Start of Block

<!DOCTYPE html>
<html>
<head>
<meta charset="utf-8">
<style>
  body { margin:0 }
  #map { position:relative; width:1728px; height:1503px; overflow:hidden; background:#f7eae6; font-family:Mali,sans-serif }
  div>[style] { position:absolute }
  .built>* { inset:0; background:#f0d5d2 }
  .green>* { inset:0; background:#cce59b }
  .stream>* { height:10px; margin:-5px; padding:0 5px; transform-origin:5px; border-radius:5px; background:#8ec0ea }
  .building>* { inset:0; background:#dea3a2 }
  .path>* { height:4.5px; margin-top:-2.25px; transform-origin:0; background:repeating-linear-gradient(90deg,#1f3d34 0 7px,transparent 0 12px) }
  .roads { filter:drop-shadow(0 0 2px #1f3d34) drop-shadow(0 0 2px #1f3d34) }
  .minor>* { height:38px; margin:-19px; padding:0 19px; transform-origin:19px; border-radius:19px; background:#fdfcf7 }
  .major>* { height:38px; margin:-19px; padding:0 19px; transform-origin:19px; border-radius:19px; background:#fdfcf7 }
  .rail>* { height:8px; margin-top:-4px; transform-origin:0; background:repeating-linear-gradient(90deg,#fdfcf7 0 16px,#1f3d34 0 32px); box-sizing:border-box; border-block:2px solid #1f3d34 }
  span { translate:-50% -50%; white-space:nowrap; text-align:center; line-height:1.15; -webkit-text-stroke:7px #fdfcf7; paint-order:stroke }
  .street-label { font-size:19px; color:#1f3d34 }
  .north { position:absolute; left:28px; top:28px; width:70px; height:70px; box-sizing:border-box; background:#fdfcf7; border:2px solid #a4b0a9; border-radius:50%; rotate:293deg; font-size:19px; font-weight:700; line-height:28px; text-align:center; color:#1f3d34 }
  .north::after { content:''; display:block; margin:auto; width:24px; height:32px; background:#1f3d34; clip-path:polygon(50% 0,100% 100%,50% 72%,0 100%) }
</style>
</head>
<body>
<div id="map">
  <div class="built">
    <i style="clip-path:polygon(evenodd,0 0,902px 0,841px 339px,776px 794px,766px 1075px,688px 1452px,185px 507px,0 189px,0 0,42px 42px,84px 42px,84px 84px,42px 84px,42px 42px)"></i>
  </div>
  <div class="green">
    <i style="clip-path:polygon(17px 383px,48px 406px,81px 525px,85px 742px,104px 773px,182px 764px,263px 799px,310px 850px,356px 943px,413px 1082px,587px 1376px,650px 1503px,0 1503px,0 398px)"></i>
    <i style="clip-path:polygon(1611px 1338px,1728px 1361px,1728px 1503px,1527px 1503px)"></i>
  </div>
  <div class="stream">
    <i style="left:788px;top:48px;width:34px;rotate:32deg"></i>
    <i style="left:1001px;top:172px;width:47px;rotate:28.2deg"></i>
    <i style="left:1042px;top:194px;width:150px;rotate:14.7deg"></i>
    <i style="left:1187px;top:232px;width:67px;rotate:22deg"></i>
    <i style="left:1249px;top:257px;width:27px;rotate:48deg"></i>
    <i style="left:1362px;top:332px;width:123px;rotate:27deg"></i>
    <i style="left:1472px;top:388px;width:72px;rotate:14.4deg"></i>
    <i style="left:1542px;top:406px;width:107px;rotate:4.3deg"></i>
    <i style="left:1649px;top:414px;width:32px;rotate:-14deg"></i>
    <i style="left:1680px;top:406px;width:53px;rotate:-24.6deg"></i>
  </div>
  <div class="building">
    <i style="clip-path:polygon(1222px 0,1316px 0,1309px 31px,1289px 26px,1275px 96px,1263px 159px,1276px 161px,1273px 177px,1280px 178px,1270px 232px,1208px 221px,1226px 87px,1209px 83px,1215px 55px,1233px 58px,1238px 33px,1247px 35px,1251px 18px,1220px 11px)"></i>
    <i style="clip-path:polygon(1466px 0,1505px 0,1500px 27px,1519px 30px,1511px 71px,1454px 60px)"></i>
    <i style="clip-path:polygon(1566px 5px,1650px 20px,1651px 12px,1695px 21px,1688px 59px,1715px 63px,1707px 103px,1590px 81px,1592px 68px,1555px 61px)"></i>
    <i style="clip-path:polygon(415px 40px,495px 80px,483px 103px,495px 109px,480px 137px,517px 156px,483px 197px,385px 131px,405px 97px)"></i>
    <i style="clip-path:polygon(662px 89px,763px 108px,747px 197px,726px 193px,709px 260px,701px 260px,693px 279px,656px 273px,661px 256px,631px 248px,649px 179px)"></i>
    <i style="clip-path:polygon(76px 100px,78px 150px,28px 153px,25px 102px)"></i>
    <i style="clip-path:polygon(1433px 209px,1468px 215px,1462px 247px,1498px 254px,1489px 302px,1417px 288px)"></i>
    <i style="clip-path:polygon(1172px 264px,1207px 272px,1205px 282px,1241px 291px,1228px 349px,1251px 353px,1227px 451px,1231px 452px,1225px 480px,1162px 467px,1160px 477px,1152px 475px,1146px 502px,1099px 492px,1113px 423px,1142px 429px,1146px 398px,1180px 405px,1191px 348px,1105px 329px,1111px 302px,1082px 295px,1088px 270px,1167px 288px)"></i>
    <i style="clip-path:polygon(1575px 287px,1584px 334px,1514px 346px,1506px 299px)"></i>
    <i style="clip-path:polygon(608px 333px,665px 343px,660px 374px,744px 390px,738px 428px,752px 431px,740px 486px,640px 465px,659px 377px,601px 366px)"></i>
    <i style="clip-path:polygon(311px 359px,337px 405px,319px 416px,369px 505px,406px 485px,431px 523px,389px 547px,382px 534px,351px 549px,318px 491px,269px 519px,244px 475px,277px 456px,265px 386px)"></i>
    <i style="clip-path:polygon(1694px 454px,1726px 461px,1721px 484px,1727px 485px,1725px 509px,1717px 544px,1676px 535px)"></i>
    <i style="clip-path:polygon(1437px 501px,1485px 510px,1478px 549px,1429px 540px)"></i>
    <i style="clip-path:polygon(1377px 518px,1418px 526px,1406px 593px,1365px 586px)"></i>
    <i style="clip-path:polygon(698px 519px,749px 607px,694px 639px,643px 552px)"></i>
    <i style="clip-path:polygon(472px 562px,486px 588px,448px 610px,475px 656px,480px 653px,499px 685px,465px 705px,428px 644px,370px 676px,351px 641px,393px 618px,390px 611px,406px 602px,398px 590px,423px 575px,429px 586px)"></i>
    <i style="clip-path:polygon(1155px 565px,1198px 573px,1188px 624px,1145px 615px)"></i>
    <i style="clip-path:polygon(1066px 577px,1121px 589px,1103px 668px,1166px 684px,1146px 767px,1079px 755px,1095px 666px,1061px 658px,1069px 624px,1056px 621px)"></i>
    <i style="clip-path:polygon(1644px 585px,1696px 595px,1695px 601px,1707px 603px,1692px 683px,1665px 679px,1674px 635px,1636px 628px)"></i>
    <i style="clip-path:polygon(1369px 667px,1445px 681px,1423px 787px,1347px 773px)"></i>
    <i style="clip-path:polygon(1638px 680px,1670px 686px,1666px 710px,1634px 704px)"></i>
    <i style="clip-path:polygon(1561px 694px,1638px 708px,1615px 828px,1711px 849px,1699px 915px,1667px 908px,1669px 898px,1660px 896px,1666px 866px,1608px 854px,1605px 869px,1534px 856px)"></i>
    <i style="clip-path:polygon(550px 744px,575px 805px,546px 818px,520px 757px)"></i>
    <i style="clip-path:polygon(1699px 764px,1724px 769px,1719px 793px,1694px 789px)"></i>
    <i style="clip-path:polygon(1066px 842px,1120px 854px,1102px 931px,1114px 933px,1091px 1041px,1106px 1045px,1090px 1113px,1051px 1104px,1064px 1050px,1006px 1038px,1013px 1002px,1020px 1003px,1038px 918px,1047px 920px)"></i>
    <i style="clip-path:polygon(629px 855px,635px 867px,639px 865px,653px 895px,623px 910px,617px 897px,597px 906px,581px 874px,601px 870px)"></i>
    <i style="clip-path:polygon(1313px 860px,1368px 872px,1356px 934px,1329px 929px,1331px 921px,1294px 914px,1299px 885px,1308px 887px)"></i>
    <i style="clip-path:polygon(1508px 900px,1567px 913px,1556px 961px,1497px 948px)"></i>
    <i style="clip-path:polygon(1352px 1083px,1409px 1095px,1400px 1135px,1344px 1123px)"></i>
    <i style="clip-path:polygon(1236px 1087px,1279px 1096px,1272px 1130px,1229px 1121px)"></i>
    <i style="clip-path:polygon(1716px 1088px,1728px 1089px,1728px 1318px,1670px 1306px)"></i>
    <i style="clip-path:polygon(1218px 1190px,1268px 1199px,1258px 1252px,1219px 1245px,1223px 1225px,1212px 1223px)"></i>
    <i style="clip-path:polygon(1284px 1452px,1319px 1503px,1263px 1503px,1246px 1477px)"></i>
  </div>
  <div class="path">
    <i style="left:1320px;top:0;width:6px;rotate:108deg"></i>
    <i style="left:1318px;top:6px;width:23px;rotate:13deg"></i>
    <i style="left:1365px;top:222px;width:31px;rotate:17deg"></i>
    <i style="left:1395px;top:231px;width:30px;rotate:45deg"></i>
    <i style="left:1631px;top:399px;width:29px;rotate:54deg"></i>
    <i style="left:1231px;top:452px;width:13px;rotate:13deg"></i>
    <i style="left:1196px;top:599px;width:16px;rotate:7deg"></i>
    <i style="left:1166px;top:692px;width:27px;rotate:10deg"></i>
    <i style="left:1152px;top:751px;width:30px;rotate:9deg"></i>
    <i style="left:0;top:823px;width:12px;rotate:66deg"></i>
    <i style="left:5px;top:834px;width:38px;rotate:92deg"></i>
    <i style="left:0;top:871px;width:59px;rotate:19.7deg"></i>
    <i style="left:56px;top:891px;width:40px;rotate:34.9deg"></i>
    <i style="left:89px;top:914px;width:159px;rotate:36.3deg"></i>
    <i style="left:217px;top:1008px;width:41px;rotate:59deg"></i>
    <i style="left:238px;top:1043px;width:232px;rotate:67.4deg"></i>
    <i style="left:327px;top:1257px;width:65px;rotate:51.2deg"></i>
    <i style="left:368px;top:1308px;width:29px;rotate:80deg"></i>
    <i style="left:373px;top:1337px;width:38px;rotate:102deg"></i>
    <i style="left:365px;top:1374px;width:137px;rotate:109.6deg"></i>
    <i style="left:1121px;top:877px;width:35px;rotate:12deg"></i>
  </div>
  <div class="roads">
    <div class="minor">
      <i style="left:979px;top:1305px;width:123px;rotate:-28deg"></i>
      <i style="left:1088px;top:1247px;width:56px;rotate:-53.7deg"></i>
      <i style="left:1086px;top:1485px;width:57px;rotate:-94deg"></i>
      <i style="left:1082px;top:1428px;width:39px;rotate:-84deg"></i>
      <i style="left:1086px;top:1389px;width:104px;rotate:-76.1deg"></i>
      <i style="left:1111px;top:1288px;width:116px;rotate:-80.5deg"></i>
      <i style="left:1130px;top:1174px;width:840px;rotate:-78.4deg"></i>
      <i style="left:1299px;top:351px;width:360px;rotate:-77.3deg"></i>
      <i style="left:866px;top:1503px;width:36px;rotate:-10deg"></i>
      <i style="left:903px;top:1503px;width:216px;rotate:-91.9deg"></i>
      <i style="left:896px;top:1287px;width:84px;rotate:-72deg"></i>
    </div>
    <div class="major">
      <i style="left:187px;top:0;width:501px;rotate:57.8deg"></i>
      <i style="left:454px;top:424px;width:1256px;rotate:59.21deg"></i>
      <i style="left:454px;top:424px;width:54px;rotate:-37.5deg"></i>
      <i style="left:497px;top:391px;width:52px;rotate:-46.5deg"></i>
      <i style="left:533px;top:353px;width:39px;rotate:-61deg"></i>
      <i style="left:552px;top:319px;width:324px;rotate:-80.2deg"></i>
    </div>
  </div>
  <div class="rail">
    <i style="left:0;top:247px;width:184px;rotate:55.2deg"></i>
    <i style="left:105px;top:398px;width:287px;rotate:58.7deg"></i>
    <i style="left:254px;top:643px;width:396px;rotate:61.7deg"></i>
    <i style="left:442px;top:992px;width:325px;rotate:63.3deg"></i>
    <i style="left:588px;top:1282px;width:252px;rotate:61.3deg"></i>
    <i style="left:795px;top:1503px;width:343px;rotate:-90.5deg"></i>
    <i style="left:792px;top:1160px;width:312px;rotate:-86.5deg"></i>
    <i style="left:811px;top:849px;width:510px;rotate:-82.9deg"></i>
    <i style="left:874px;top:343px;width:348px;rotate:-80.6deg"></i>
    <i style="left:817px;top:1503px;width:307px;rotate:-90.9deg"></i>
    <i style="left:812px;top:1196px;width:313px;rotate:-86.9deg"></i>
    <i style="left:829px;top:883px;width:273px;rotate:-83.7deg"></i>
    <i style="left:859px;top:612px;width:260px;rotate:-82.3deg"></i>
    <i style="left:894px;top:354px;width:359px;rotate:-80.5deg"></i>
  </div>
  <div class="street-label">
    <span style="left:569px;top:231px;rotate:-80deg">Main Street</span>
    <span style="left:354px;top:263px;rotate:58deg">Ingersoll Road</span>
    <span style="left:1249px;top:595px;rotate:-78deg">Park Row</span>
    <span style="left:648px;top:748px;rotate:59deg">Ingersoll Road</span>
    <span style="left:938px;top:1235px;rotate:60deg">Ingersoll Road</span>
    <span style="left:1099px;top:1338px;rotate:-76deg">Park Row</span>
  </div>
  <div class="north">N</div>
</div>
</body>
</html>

End of Block

» PROBLEM DETAILS
Output nothing but the number of lines in the data containing the string "stream".

» SOLUTION TO THIS PROBLEM
2